Problem statement = Scan the material that follows. Copy every line containing the word "controls".

*** Opening of Given data ***

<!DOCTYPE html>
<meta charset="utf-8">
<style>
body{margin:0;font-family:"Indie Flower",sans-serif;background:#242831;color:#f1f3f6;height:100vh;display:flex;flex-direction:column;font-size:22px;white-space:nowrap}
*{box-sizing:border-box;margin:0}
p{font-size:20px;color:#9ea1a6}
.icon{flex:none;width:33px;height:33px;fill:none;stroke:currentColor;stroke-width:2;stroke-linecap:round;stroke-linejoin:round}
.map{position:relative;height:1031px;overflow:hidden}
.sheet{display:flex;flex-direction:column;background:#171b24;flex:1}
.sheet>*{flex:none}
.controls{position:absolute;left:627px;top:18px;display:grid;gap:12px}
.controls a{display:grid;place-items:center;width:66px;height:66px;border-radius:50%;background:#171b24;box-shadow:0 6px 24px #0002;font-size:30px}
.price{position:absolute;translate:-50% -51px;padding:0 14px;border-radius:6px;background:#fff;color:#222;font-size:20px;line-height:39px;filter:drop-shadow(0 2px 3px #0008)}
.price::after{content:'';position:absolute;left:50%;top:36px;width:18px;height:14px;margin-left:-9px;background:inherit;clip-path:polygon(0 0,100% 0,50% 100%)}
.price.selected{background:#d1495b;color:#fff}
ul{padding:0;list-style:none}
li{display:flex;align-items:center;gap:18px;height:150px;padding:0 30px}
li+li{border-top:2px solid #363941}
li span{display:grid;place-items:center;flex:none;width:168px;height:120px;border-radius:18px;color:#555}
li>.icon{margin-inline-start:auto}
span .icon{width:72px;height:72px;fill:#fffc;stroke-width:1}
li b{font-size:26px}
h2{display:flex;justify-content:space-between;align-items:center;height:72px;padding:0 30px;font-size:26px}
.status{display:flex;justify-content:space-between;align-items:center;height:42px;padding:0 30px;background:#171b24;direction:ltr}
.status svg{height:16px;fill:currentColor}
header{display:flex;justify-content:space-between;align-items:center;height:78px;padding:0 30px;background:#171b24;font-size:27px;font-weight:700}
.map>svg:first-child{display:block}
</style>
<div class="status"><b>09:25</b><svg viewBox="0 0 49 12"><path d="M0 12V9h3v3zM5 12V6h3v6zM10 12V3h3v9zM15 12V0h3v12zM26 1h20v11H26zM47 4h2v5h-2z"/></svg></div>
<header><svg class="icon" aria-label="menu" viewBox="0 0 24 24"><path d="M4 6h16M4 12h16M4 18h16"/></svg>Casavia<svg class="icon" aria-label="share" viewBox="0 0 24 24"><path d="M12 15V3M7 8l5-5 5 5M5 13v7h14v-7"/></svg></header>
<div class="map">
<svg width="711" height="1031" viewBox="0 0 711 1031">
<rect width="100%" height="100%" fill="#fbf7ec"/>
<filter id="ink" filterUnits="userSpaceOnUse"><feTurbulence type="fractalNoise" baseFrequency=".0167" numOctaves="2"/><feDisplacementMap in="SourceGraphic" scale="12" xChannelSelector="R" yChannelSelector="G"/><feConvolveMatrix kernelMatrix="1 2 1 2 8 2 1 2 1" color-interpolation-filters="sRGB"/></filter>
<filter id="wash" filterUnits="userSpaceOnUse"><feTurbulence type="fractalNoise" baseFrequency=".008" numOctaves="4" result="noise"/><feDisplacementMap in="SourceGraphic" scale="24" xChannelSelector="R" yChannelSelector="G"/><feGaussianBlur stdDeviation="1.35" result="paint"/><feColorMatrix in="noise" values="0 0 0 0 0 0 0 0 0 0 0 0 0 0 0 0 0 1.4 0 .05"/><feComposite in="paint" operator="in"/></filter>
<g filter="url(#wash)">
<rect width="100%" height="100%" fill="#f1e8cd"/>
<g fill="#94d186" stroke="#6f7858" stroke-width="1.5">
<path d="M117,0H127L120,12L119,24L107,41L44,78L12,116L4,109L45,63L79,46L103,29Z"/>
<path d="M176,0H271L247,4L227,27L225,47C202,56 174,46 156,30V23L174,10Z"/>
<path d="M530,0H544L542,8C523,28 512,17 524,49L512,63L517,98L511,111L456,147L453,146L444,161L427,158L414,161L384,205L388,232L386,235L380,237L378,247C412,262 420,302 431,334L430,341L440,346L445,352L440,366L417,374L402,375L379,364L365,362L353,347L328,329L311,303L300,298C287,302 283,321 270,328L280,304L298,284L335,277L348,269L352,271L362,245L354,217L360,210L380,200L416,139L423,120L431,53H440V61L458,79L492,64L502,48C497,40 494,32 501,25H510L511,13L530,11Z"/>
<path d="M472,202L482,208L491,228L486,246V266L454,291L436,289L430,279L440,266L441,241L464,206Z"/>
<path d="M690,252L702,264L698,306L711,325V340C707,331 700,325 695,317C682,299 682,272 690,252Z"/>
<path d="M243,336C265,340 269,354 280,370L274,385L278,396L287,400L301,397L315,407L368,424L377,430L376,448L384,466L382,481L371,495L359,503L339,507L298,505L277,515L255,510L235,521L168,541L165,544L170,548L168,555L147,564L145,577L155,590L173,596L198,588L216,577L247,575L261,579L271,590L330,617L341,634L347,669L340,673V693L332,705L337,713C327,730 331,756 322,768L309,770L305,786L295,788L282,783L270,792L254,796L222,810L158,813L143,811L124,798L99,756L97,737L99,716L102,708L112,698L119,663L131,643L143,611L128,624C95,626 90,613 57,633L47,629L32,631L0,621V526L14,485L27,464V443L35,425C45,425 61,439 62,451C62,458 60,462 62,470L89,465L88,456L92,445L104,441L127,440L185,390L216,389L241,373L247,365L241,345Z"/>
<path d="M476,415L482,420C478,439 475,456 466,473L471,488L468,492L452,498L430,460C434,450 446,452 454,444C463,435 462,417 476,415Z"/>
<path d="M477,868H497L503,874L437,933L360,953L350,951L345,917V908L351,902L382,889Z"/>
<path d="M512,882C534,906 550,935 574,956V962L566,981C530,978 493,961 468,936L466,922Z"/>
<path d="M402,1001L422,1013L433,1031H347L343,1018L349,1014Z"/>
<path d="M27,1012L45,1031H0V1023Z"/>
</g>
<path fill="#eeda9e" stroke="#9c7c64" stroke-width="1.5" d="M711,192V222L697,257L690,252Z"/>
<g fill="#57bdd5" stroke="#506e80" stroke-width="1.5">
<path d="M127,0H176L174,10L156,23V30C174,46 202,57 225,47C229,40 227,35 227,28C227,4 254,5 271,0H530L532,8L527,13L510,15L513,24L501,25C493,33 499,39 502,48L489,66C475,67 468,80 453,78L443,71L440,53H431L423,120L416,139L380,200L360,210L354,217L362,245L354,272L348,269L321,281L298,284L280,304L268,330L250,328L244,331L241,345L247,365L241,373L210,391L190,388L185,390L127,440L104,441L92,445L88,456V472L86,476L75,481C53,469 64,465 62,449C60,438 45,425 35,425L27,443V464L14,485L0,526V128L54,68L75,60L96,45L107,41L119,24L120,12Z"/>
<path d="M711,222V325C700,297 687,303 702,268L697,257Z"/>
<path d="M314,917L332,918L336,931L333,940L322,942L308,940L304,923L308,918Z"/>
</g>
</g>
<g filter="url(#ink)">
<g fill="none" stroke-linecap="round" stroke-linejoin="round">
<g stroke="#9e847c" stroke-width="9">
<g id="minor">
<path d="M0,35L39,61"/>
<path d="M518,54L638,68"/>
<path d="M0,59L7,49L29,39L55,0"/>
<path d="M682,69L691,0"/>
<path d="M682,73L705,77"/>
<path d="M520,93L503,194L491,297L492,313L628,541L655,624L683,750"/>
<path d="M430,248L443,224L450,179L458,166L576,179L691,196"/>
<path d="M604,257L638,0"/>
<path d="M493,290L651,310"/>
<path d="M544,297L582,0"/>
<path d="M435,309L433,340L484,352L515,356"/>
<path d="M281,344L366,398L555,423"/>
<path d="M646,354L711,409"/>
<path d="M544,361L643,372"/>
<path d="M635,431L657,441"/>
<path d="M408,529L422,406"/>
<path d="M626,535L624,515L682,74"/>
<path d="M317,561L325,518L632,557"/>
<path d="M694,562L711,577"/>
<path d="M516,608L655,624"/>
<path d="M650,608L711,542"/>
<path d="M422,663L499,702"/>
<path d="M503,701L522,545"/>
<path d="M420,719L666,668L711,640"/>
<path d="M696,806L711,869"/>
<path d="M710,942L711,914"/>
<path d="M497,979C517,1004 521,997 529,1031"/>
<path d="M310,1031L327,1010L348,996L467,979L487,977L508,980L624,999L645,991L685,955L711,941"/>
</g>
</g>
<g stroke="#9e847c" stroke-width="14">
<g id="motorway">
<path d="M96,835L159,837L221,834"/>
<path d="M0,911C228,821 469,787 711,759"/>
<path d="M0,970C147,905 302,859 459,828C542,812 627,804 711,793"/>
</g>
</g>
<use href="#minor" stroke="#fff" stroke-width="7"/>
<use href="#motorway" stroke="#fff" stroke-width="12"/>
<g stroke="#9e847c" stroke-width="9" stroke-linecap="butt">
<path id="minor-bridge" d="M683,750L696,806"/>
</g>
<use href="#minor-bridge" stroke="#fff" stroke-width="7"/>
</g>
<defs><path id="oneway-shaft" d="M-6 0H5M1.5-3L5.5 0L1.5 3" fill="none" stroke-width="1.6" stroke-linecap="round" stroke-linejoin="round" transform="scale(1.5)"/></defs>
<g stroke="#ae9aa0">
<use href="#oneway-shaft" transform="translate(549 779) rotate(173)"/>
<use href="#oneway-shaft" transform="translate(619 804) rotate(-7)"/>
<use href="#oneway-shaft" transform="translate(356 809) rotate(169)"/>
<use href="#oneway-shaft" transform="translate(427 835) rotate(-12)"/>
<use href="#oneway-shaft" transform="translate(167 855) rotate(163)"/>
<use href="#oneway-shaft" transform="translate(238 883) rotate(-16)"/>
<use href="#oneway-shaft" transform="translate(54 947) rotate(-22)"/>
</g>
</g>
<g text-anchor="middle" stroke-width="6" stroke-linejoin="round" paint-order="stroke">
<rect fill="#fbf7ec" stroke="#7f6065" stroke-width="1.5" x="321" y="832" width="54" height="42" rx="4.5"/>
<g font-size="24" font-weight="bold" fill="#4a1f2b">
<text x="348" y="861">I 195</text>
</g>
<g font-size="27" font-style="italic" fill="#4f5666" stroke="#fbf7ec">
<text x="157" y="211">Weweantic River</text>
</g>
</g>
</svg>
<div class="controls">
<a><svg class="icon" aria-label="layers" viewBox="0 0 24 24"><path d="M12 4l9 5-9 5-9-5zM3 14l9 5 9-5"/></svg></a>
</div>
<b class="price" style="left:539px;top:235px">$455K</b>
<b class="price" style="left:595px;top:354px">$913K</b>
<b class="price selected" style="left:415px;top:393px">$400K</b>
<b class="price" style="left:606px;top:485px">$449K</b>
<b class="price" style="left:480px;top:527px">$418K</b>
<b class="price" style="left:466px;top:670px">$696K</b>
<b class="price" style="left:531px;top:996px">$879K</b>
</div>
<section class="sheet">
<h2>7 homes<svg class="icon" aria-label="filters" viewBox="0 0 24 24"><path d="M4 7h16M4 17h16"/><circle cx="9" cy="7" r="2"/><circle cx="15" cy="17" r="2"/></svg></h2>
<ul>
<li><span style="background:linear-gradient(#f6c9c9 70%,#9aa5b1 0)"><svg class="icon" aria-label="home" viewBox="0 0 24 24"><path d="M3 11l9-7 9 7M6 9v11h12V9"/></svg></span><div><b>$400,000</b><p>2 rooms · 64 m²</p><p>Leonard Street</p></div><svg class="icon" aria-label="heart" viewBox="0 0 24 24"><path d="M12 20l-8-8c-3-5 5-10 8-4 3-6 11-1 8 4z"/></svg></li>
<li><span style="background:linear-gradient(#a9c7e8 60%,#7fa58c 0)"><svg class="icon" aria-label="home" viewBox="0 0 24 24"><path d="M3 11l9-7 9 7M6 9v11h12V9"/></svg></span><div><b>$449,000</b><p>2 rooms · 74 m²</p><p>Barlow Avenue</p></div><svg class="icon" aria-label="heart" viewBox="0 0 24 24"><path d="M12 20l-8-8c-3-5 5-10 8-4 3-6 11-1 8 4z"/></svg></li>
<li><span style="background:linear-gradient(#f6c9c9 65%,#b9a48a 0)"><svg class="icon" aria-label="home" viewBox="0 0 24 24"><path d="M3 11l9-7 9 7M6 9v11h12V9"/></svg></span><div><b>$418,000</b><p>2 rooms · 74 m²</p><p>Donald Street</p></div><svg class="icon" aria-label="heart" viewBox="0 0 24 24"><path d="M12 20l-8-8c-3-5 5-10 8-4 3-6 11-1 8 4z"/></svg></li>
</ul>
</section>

*** Close of Given data ***

Answer box =
.controls{position:absolute;left:627px;top:18px;display:grid;gap:12px}
.controls a{display:grid;place-items:center;width:66px;height:66px;border-radius:50%;background:#171b24;box-shadow:0 6px 24px #0002;font-size:30px}
<div class="controls">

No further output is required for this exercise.